*About this exercise*:
Copy each line of the records below that mentions the word "shadow".

*Data for analysis*:
────
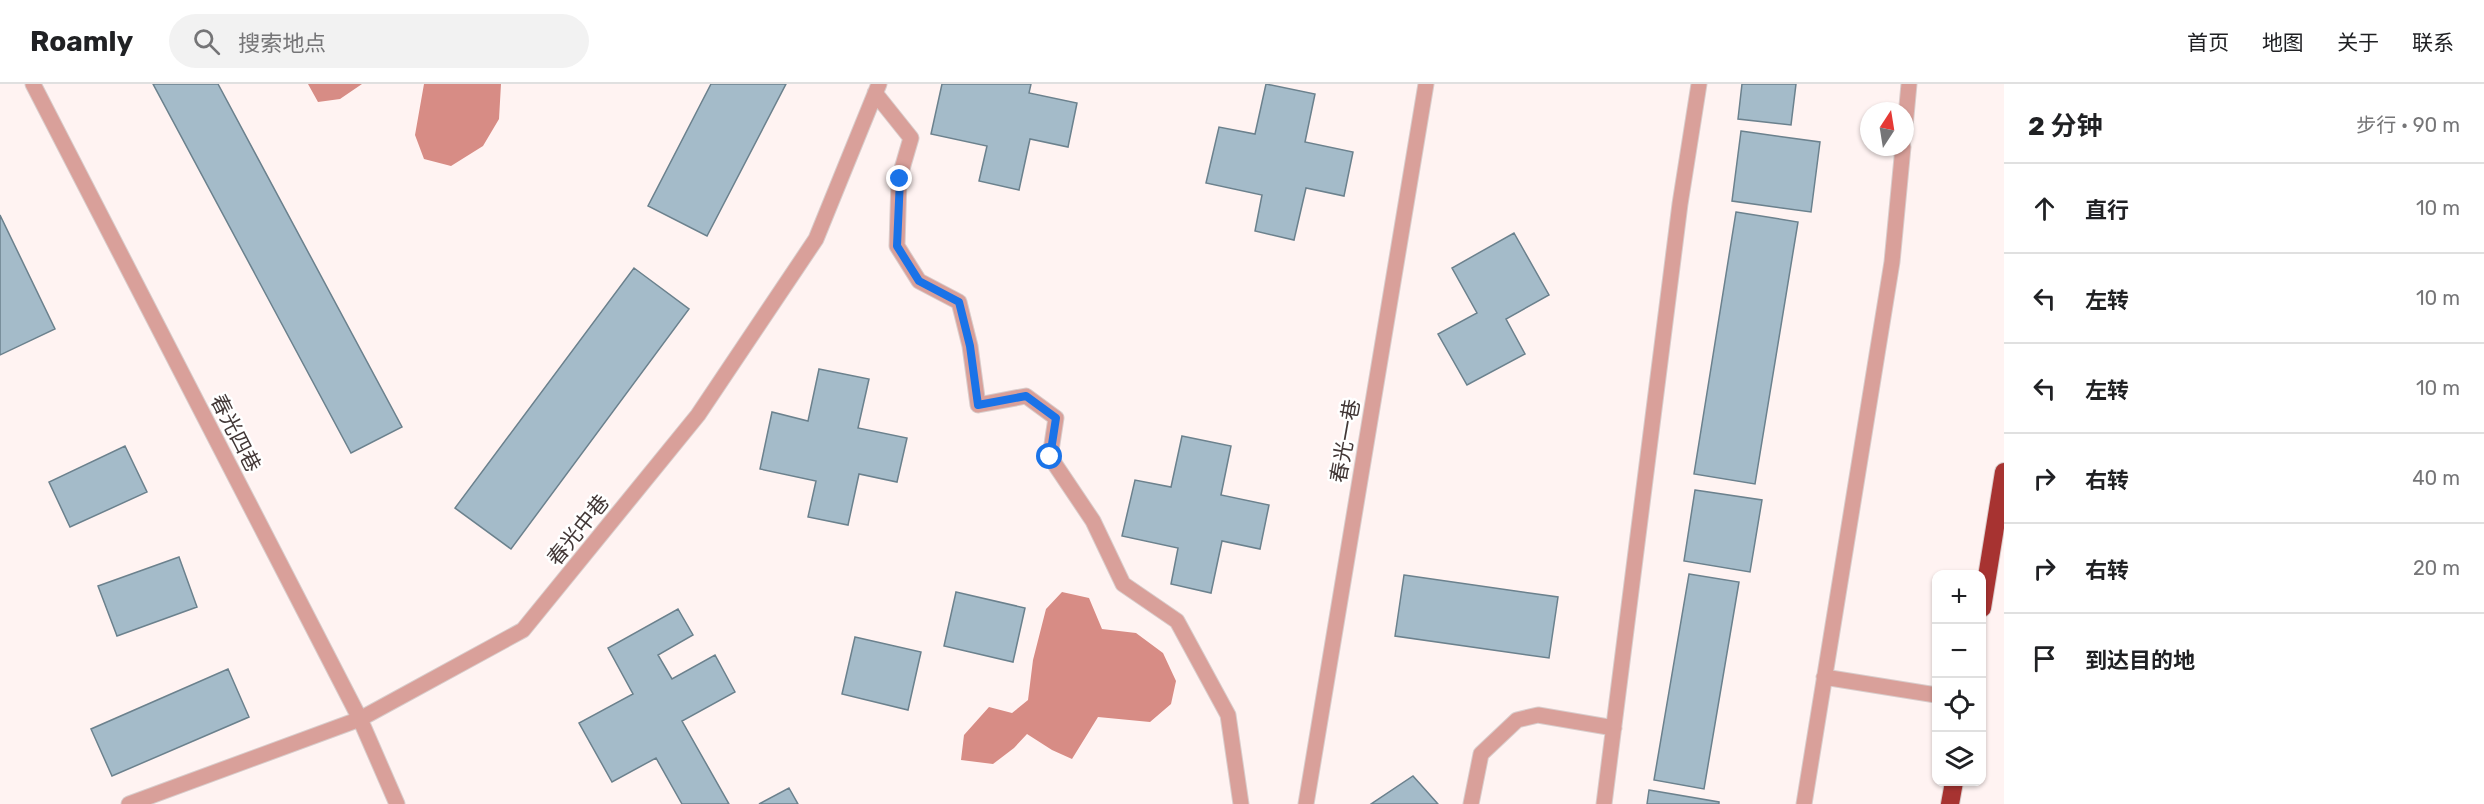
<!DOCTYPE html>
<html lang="zh">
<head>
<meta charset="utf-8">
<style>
  body { margin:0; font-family:Rubik,"Noto Sans SC",sans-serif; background:#f2f2f2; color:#202124 }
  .controls { position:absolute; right:18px; bottom:18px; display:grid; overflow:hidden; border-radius:12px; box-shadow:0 2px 4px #0004 }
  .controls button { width:54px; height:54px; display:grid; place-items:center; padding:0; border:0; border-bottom:2px solid #e0e0e0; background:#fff; color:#202124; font:30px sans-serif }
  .compass { position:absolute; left:1860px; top:18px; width:54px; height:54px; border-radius:50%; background:#fff; box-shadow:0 2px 4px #0004; rotate:12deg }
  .stop { position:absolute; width:18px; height:18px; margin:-14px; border:4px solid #1a73e8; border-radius:50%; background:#fff }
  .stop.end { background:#1a73e8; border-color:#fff; box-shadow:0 2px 6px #0008 }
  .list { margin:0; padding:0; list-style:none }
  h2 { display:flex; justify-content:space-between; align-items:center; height:78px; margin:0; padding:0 24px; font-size:26px }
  h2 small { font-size:20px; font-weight:400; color:#757577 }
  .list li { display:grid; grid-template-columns:39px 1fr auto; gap:18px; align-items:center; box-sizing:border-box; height:90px; padding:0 24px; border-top:2px solid #e0e0e0 }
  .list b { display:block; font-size:22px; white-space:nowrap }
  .list em { font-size:20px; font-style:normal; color:#757577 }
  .icon { flex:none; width:33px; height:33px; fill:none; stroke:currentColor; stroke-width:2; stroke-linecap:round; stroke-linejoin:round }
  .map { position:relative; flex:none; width:2004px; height:720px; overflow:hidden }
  header { display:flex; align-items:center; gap:36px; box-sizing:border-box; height:84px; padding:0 30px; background:#fff; border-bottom:2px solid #e0e0e0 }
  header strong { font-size:28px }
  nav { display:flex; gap:33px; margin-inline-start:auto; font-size:21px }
  .search { width:420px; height:54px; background:#f2f2f2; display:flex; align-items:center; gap:15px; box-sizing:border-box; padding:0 21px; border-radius:33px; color:#757577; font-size:22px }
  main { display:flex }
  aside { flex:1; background:#fff }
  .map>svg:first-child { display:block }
  .water { fill:#d78c85 }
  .building { fill:#a4bbc9; stroke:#6b818d; stroke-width:1.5 }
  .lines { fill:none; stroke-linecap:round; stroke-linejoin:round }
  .minor-casing { stroke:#d9cdcc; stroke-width:17 }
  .highway-casing { stroke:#d9cdcc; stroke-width:20 }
  .minor { stroke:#d9a09a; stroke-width:15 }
  .highway { stroke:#a73331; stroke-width:18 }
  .route { stroke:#1a73e8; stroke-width:8 }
  .labels { text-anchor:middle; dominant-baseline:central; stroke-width:5; stroke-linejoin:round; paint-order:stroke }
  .street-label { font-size:21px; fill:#423736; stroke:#fff }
</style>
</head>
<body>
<header>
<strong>Roamly</strong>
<div class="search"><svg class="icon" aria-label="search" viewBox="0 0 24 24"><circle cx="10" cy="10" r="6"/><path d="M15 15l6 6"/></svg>搜索地点</div>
<nav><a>首页</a><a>地图</a><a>关于</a><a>联系</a></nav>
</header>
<main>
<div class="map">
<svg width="2004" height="720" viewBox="0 0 2004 720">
  <rect width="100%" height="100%" fill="#fff3f2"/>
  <path class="water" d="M308,0H362L340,15L318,18Z
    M424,0H501L499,35L483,62L451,82L424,75L415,51Z
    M1062,508L1089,514L1102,545L1136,549L1163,569L1176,597L1171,620L1150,638L1098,633L1072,675L1052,666L1027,650L1014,664L993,680L961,676L964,651L989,623L1012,629L1028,616L1033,576L1046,525Z"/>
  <path class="building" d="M153,0H218L402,343L351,369Z
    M711,0H786L707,152L648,122Z
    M942,0H1031L1029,9L1077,19L1068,63L1030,55L1019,106L979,97L987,62L931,50Z
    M1266,0L1315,10L1305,58L1353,68L1344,112L1306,104L1294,156L1255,147L1262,111L1206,99L1219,43L1255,50Z
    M1742,0H1796L1791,41L1738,35Z
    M1741,47L1820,58L1811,128L1732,117Z
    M1736,128L1798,138L1755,400L1694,390Z
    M0,131L55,245L0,271Z
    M1514,149L1549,211L1506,235L1525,270L1467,301L1438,250L1477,229L1452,184Z
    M634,184L689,225L511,465L455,424Z
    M819,285L869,295L858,344L907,354L897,398L859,390L848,441L808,433L816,397L760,385L772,328L808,337Z
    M1182,352L1231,362L1221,411L1269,421L1260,465L1222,457L1211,509L1171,500L1178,464L1122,452L1135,396L1171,403Z
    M125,362L147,408L70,443L49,398Z
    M1695,406L1762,416L1750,488L1684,477Z
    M179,473L197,523L117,552L98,502Z
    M1689,490L1739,498L1704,705L1654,696Z
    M1404,491L1558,513L1549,574L1395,552Z
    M956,508L1025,524L1013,578L944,562Z
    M678,525L693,551L658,571L672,595L715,571L735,608L682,637L729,720H682L656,674L612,698L579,639L633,610L608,564Z
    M855,553L921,568L908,626L842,610Z
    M228,585L249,633L112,692L91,645Z
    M1413,692L1438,720H1371Z
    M789,704L798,720H759Z
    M1649,706L1719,718V720H1647Z"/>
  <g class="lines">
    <defs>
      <path id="minor" d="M33,0L360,635L397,720
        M875,9L911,54L899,95L897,162L919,197L959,218L970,262L978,321L1026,312L1056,334L1050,373L1093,437L1123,500L1177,537L1228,631L1241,720
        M1905,43L1909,0
        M1824,593L1936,611
        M129,720L360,635L523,546L698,331L816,155L879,0
        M1306,720L1426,0
        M1471,720L1481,670L1517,636L1538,631L1614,644
        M1604,720L1680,120L1699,0
        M1804,720L1892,178L1903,63"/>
      <path id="highway" d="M1982,524L2004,388
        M1950,720L1954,698"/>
    </defs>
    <use href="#minor" class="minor-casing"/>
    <use href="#highway" class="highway-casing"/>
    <use href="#minor" class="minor"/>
    <use href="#highway" class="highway"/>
  </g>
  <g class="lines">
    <path class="route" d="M900,95L897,162L919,197L959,218L970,262L978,321L1026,312L1056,334L1050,373"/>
  </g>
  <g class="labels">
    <g class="street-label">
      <text transform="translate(236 349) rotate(63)">春光四巷</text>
      <text transform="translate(1345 357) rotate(-80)">春光一巷</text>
      <text transform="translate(578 446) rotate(-51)">春光中巷</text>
    </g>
  </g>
</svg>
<div class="controls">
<button>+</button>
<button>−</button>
<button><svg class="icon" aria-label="locate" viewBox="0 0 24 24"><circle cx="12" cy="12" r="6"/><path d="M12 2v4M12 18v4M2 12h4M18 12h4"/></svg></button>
<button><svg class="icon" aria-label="layers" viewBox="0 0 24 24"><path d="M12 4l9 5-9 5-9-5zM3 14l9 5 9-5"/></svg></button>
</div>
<svg class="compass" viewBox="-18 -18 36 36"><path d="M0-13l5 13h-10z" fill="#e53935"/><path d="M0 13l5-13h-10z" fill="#757577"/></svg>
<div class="stop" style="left:1050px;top:373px"></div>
<div class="stop end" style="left:900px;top:95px"></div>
</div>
<aside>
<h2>2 分钟<small>步行 · 90 m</small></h2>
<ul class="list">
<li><svg class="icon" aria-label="ahead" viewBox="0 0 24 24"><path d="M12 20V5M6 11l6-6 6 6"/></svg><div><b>直行</b></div><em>10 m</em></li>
<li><svg class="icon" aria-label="left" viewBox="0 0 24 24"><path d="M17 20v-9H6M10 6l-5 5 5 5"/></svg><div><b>左转</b></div><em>10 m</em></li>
<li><svg class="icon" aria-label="left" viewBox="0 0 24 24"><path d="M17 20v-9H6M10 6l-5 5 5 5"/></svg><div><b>左转</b></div><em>10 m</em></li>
<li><svg class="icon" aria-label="right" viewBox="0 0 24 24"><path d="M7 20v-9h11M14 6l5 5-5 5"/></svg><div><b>右转</b></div><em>40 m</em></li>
<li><svg class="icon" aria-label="right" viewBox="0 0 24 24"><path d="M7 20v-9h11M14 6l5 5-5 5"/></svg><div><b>右转</b></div><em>20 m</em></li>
<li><svg class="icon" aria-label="arrive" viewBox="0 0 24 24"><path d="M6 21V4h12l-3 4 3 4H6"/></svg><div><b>到达目的地</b></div></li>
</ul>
</aside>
</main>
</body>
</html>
────
*Written answer*:
  .controls { position:absolute; right:18px; bottom:18px; display:grid; overflow:hidden; border-radius:12px; box-shadow:0 2px 4px #0004 }
  .compass { position:absolute; left:1860px; top:18px; width:54px; height:54px; border-radius:50%; background:#fff; box-shadow:0 2px 4px #0004; rotate:12deg }
  .stop.end { background:#1a73e8; border-color:#fff; box-shadow:0 2px 6px #0008 }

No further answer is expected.